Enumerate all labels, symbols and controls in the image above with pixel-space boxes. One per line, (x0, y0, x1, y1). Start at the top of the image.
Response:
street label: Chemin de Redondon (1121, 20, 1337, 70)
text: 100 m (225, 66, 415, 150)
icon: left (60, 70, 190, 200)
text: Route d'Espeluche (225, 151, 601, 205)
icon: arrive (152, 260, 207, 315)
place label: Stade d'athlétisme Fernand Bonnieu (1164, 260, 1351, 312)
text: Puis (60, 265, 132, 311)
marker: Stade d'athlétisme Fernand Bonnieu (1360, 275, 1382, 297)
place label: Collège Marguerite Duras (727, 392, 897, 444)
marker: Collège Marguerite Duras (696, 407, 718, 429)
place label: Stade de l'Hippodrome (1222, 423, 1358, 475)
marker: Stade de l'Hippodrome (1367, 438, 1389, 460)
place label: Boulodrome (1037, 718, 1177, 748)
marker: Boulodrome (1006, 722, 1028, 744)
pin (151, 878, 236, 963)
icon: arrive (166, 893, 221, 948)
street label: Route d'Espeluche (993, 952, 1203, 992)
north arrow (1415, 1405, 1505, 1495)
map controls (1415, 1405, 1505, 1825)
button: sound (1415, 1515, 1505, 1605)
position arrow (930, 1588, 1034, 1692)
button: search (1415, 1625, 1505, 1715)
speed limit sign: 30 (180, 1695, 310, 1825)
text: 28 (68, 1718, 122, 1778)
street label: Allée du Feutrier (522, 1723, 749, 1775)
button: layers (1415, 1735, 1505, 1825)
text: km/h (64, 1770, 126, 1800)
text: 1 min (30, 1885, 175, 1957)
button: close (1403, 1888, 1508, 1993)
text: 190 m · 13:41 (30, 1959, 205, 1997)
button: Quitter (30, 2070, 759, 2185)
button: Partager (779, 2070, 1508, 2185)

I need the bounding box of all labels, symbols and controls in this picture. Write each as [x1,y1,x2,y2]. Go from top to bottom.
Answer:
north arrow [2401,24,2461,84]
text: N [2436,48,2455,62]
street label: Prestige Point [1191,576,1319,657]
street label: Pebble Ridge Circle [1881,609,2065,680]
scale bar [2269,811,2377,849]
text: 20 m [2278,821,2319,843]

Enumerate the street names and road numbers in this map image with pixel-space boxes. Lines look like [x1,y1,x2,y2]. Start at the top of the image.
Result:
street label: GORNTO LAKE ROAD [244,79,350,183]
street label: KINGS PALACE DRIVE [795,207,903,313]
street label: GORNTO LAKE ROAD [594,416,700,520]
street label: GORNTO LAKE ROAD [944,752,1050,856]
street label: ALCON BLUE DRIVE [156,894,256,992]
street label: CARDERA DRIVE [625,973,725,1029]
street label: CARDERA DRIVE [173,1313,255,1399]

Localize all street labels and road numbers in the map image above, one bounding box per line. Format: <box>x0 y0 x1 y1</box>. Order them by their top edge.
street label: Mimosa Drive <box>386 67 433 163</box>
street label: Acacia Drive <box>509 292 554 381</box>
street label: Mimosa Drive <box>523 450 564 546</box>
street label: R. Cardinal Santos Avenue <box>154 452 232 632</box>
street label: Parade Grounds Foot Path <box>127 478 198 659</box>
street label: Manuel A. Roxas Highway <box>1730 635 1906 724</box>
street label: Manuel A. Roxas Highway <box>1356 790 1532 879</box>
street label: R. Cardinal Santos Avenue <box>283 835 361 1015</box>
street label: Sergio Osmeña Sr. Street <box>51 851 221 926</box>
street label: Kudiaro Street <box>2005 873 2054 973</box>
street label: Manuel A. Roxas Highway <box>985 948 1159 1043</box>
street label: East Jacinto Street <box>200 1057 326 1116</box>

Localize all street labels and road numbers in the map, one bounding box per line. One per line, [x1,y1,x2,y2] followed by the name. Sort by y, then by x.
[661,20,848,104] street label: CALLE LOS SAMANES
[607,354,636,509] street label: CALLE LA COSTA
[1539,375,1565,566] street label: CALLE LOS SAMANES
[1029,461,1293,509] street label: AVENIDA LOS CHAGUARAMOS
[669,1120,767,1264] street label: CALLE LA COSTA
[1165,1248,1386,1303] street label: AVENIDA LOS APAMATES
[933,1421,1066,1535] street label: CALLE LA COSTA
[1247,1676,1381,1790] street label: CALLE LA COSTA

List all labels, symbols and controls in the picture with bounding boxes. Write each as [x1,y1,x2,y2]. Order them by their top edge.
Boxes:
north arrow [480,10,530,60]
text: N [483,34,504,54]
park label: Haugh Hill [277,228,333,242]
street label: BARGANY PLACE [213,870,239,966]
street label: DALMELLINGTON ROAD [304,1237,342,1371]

============================================================

- **DESCRIPTION OF THE TASK**
When you answer, return the records above exactly as they stand.

- **RESPONSE AREA**
Enumerate all labels, symbols and controls in the image above with pixel-space boxes. One per line, (x0, y0, x1, y1). Start at the top of the image.
Response:
street label: Chemin de Redondon (1121, 20, 1337, 70)
text: 100 m (225, 66, 415, 150)
icon: left (60, 70, 190, 200)
text: Route d'Espeluche (225, 151, 601, 205)
icon: arrive (152, 260, 207, 315)
place label: Stade d'athlétisme Fernand Bonnieu (1164, 260, 1351, 312)
text: Puis (60, 265, 132, 311)
marker: Stade d'athlétisme Fernand Bonnieu (1360, 275, 1382, 297)
place label: Collège Marguerite Duras (727, 392, 897, 444)
marker: Collège Marguerite Duras (696, 407, 718, 429)
place label: Stade de l'Hippodrome (1222, 423, 1358, 475)
marker: Stade de l'Hippodrome (1367, 438, 1389, 460)
place label: Boulodrome (1037, 718, 1177, 748)
marker: Boulodrome (1006, 722, 1028, 744)
pin (151, 878, 236, 963)
icon: arrive (166, 893, 221, 948)
street label: Route d'Espeluche (993, 952, 1203, 992)
north arrow (1415, 1405, 1505, 1495)
map controls (1415, 1405, 1505, 1825)
button: sound (1415, 1515, 1505, 1605)
position arrow (930, 1588, 1034, 1692)
button: search (1415, 1625, 1505, 1715)
speed limit sign: 30 (180, 1695, 310, 1825)
text: 28 (68, 1718, 122, 1778)
street label: Allée du Feutrier (522, 1723, 749, 1775)
button: layers (1415, 1735, 1505, 1825)
text: km/h (64, 1770, 126, 1800)
text: 1 min (30, 1885, 175, 1957)
button: close (1403, 1888, 1508, 1993)
text: 190 m · 13:41 (30, 1959, 205, 1997)
button: Quitter (30, 2070, 759, 2185)
button: Partager (779, 2070, 1508, 2185)

I need the bounding box of all labels, symbols and controls in this picture. Write each as [x1,y1,x2,y2]. Go from top to bottom.
Answer:
north arrow [2401,24,2461,84]
text: N [2436,48,2455,62]
street label: Prestige Point [1191,576,1319,657]
street label: Pebble Ridge Circle [1881,609,2065,680]
scale bar [2269,811,2377,849]
text: 20 m [2278,821,2319,843]

Enumerate the street names and road numbers in this map image with pixel-space boxes. Lines look like [x1,y1,x2,y2]. Start at the top of the image.
Result:
street label: GORNTO LAKE ROAD [244,79,350,183]
street label: KINGS PALACE DRIVE [795,207,903,313]
street label: GORNTO LAKE ROAD [594,416,700,520]
street label: GORNTO LAKE ROAD [944,752,1050,856]
street label: ALCON BLUE DRIVE [156,894,256,992]
street label: CARDERA DRIVE [625,973,725,1029]
street label: CARDERA DRIVE [173,1313,255,1399]

Localize all street labels and road numbers in the map image above, one bounding box per line. Format: <box>x0 y0 x1 y1</box>. Order them by their top edge.
street label: Mimosa Drive <box>386 67 433 163</box>
street label: Acacia Drive <box>509 292 554 381</box>
street label: Mimosa Drive <box>523 450 564 546</box>
street label: R. Cardinal Santos Avenue <box>154 452 232 632</box>
street label: Parade Grounds Foot Path <box>127 478 198 659</box>
street label: Manuel A. Roxas Highway <box>1730 635 1906 724</box>
street label: Manuel A. Roxas Highway <box>1356 790 1532 879</box>
street label: R. Cardinal Santos Avenue <box>283 835 361 1015</box>
street label: Sergio Osmeña Sr. Street <box>51 851 221 926</box>
street label: Kudiaro Street <box>2005 873 2054 973</box>
street label: Manuel A. Roxas Highway <box>985 948 1159 1043</box>
street label: East Jacinto Street <box>200 1057 326 1116</box>

Localize all street labels and road numbers in the map, one bounding box per line. One per line, [x1,y1,x2,y2] followed by the name. Sort by y, then by x.
[661,20,848,104] street label: CALLE LOS SAMANES
[607,354,636,509] street label: CALLE LA COSTA
[1539,375,1565,566] street label: CALLE LOS SAMANES
[1029,461,1293,509] street label: AVENIDA LOS CHAGUARAMOS
[669,1120,767,1264] street label: CALLE LA COSTA
[1165,1248,1386,1303] street label: AVENIDA LOS APAMATES
[933,1421,1066,1535] street label: CALLE LA COSTA
[1247,1676,1381,1790] street label: CALLE LA COSTA

List all labels, symbols and controls in the picture with bounding boxes. Write each as [x1,y1,x2,y2]. Order them by their top edge.
Boxes:
north arrow [480,10,530,60]
text: N [483,34,504,54]
park label: Haugh Hill [277,228,333,242]
street label: BARGANY PLACE [213,870,239,966]
street label: DALMELLINGTON ROAD [304,1237,342,1371]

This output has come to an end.